# Available records

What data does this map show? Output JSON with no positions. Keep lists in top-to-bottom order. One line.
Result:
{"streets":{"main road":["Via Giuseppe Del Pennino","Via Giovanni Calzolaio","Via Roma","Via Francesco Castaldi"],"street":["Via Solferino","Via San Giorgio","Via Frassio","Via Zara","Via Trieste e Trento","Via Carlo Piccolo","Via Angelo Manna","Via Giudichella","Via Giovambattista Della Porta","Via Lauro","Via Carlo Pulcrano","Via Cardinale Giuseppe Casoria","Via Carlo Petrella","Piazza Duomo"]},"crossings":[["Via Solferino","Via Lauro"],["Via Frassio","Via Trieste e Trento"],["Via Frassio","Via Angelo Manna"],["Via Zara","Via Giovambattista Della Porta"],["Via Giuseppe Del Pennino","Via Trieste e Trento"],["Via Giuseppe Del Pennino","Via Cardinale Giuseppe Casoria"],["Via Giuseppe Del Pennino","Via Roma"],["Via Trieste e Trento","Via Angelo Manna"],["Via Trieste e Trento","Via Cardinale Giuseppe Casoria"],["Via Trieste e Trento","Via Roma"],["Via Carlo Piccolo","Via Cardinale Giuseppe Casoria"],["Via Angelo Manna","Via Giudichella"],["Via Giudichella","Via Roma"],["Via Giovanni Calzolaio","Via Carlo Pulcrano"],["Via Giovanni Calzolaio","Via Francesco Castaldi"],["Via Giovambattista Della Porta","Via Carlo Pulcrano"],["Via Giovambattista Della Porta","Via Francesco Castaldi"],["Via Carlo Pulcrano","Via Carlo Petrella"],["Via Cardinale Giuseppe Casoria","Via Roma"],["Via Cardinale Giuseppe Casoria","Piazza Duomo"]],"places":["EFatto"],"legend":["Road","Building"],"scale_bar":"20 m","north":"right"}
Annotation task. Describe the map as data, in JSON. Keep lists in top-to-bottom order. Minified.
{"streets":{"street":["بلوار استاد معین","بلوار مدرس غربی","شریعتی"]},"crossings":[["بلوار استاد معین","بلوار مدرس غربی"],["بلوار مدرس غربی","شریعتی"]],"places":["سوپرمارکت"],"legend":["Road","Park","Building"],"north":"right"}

# Task instructions
Return, with nothing added or dropped, the line containing "Annotation task. Describe" and every line after it to the end of the listing above.

# Result of the exercise
Annotation task. Describe the map as data, in JSON. Keep lists in top-to-bottom order. Minified.
{"streets":{"street":["بلوار استاد معین","بلوار مدرس غربی","شریعتی"]},"crossings":[["بلوار استاد معین","بلوار مدرس غربی"],["بلوار مدرس غربی","شریعتی"]],"places":["سوپرمارکت"],"legend":["Road","Park","Building"],"north":"right"}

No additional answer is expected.